**Task details:**
Report back each line of the data that contains the word "screen".

(Beginning of Available data)

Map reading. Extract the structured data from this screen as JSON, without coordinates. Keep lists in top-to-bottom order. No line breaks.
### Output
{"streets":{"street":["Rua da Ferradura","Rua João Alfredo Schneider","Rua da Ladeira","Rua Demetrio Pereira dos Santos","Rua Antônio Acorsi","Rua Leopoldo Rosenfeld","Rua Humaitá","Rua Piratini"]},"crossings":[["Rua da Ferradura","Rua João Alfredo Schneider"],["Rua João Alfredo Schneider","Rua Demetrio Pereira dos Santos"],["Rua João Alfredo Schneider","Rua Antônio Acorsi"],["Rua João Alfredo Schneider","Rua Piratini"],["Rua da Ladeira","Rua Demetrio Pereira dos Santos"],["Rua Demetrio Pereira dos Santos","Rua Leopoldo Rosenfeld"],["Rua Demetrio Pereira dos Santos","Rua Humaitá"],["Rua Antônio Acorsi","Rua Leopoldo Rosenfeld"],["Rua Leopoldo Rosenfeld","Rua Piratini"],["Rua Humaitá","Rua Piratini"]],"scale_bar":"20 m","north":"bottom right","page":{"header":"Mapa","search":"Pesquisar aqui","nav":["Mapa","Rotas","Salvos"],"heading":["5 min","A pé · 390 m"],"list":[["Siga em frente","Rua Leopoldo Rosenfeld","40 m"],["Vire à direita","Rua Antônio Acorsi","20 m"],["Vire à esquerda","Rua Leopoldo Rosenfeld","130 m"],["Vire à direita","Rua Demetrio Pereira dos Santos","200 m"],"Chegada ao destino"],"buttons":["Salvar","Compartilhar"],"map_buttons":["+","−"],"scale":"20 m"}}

(End of Available data)
(Beginning of Available data)

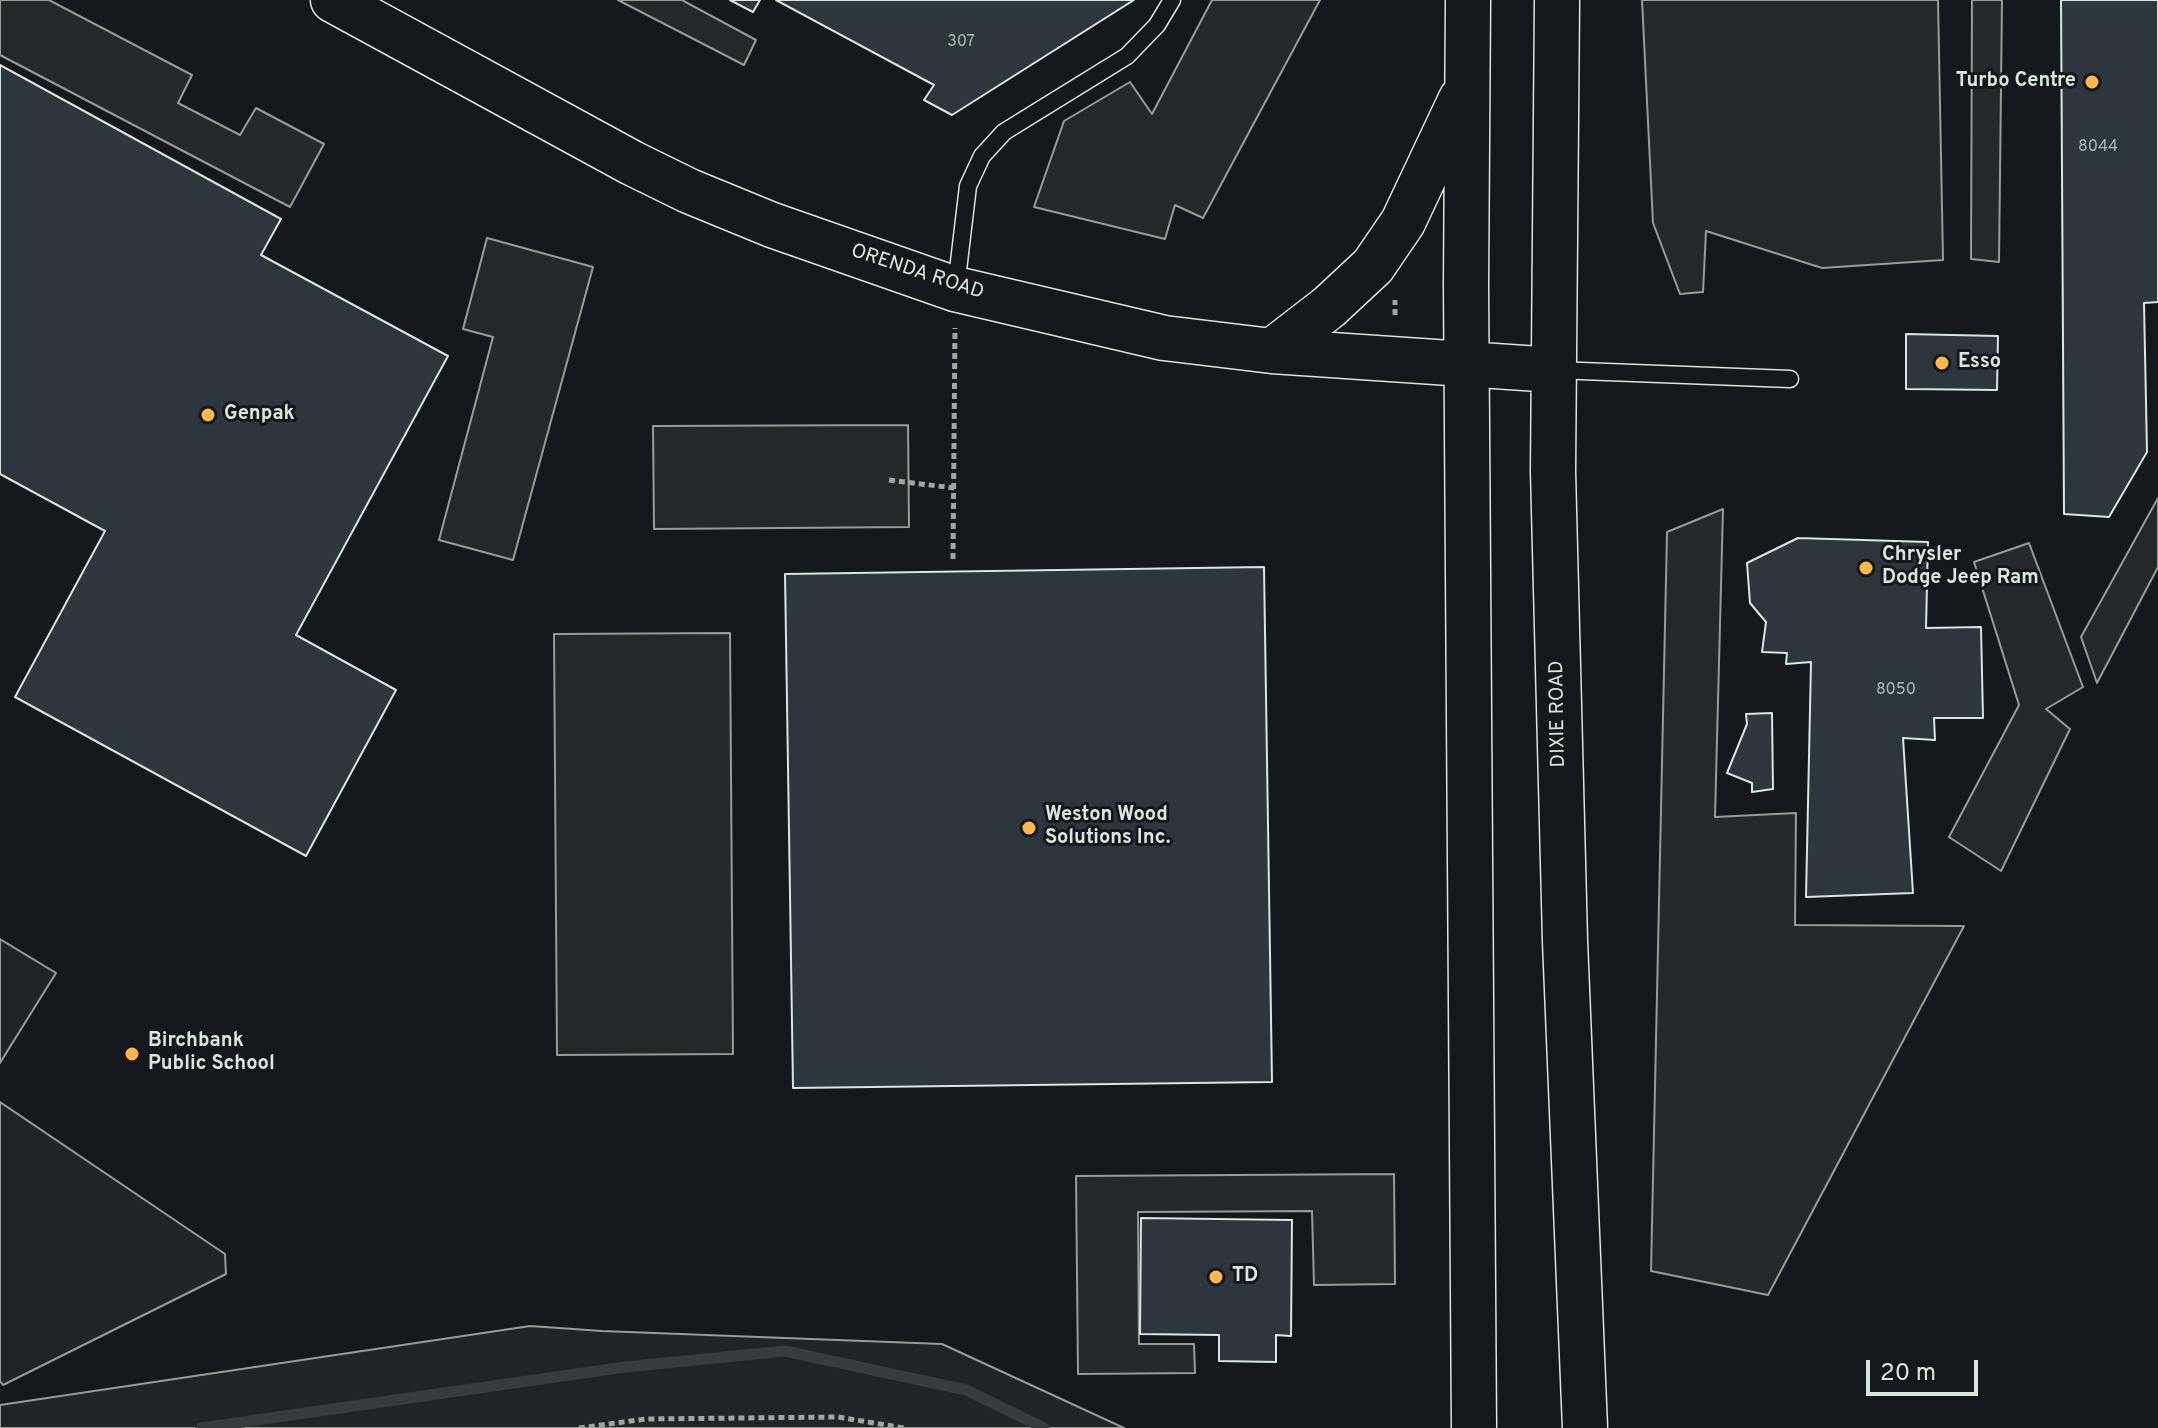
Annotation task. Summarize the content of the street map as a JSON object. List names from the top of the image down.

(End of Available data)
(Beginning of Available data)

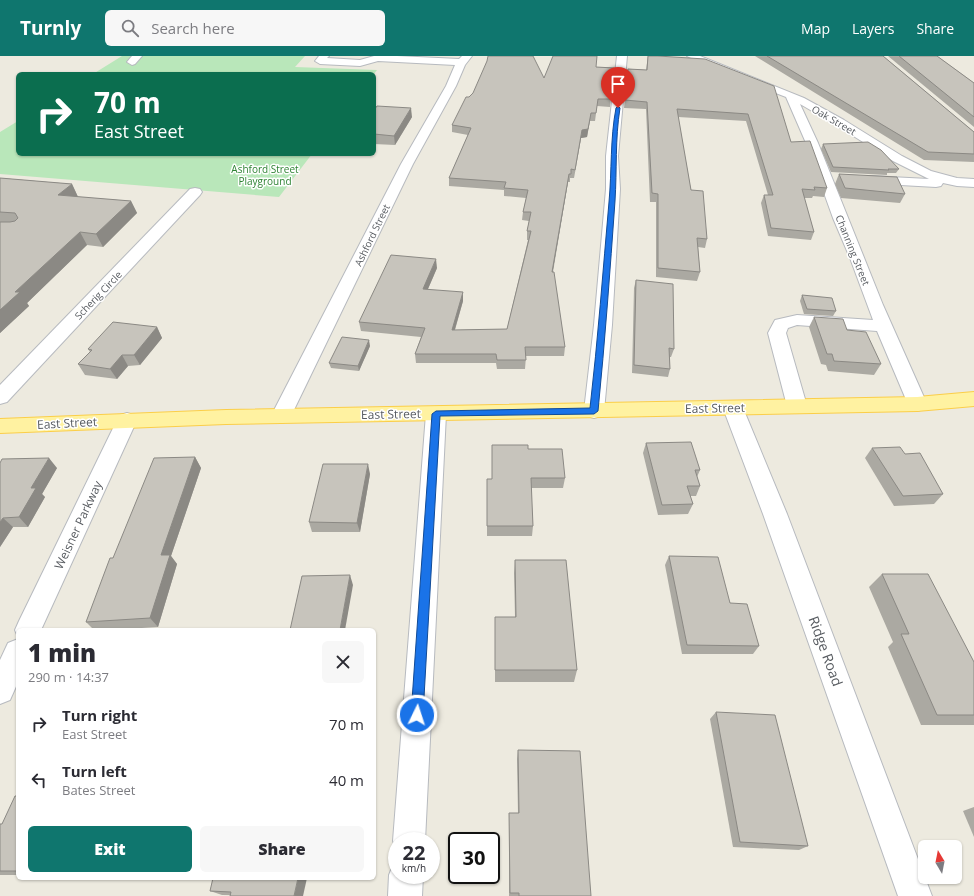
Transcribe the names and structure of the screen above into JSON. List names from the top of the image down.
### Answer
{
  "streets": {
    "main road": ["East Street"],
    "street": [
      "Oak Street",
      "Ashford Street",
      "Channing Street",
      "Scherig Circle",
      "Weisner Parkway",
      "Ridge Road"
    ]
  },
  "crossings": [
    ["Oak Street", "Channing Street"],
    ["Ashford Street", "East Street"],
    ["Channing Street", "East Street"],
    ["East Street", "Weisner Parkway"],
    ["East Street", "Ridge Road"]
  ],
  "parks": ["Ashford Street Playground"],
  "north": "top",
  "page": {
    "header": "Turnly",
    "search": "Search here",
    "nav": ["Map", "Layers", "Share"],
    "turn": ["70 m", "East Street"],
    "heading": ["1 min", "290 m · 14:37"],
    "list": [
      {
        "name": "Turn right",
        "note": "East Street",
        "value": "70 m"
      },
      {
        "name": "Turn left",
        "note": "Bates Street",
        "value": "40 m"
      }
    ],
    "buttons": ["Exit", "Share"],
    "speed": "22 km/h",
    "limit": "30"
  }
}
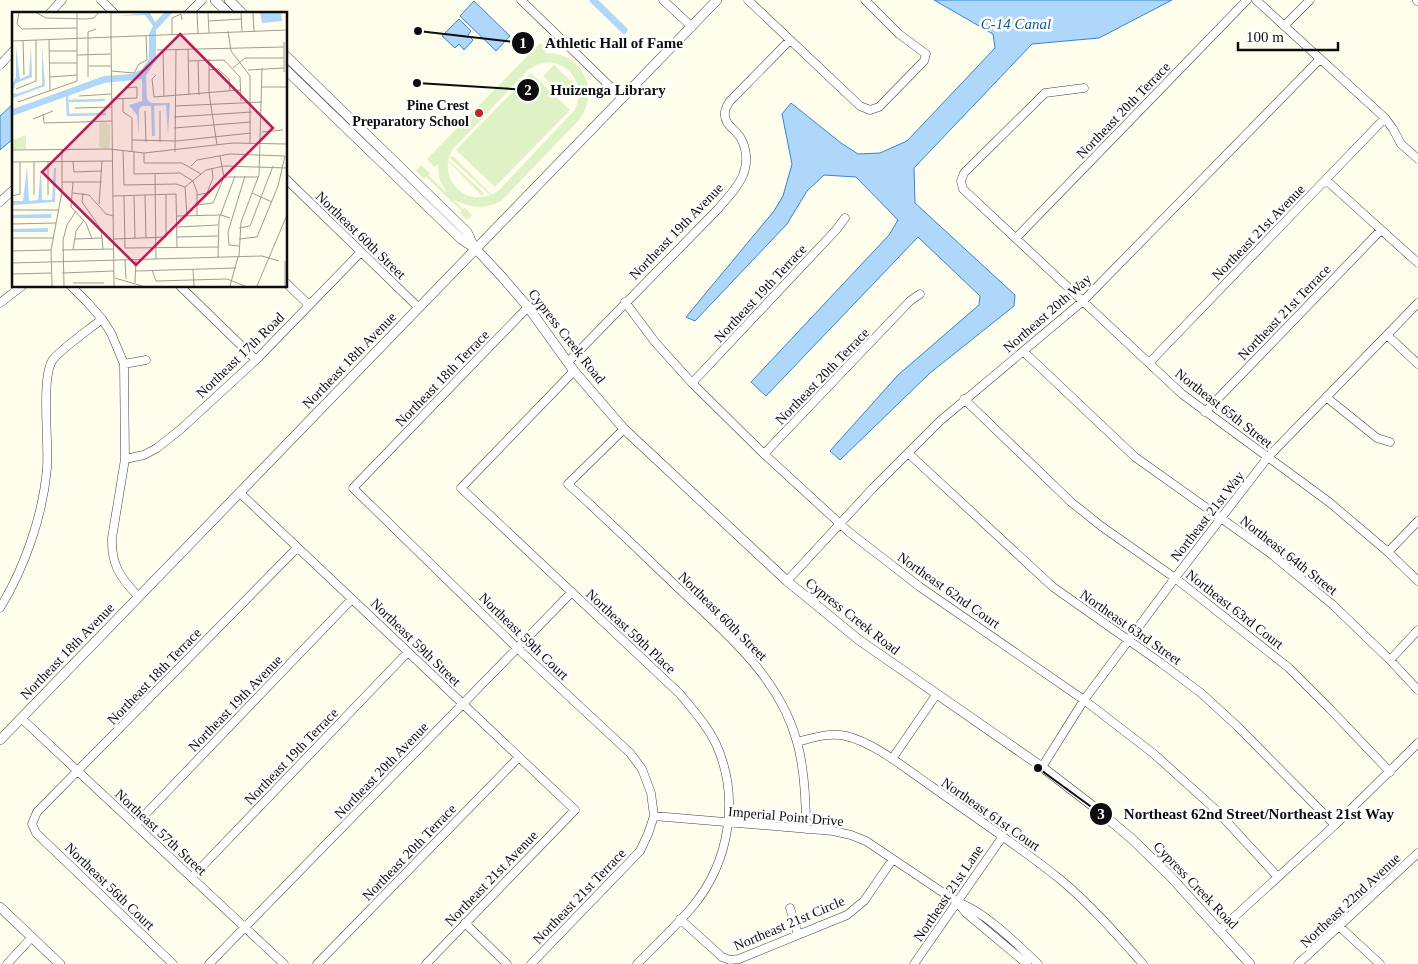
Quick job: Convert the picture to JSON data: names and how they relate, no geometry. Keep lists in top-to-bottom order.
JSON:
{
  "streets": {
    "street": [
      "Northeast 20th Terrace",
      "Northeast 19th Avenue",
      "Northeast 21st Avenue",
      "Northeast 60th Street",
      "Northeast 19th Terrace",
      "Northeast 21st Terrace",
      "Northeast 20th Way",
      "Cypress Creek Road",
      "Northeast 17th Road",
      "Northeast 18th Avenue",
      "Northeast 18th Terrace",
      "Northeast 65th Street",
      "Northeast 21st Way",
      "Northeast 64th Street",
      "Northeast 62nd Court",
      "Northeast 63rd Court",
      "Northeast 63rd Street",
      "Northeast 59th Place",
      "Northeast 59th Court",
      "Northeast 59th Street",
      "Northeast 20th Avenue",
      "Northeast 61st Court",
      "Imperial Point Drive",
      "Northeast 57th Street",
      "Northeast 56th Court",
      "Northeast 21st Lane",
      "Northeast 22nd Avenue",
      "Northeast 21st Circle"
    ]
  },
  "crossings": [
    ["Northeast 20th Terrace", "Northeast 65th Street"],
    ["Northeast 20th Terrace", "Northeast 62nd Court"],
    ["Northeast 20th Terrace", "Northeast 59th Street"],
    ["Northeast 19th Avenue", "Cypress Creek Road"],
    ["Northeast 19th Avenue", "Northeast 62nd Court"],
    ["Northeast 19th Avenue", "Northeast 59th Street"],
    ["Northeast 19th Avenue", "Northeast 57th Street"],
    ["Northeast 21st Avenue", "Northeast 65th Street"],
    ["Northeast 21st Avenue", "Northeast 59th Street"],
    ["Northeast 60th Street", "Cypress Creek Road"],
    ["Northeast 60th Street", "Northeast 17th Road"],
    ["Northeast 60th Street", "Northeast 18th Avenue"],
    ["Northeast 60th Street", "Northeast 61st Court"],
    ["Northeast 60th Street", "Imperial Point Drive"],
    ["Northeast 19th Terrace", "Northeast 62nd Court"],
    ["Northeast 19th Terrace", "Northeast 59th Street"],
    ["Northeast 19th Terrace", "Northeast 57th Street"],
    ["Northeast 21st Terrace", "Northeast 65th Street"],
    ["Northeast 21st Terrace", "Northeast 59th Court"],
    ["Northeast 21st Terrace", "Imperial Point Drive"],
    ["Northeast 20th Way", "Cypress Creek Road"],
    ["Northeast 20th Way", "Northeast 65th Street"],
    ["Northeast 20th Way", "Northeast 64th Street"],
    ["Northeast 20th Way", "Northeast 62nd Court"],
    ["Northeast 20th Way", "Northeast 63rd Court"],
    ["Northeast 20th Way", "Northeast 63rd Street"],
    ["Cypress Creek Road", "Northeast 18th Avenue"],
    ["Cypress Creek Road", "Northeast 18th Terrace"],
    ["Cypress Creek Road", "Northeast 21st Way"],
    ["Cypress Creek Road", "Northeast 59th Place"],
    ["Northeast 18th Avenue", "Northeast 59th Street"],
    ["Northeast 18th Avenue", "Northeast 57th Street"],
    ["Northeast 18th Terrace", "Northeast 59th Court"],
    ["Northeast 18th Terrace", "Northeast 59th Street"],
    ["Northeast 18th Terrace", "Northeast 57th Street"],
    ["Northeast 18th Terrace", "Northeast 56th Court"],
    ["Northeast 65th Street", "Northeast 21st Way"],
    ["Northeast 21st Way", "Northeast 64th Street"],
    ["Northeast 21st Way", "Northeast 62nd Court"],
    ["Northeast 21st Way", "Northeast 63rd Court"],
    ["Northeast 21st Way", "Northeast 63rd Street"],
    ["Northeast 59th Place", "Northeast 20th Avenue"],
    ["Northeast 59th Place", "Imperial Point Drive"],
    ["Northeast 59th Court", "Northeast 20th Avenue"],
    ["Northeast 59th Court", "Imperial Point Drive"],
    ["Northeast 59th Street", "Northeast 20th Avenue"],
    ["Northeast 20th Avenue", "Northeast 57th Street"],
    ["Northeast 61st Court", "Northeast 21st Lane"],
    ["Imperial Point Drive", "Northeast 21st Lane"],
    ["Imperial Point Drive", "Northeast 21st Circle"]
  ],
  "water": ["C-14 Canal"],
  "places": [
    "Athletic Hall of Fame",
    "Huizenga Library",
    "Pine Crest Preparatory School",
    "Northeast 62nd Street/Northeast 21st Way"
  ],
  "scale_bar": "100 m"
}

(End of Available data)

**Output of the task:**
Map reading. Extract the structured data from this screen as JSON, without coordinates. Keep lists in top-to-bottom order. No line breaks.
Transcribe the names and structure of the screen above into JSON. List names from the top of the image down.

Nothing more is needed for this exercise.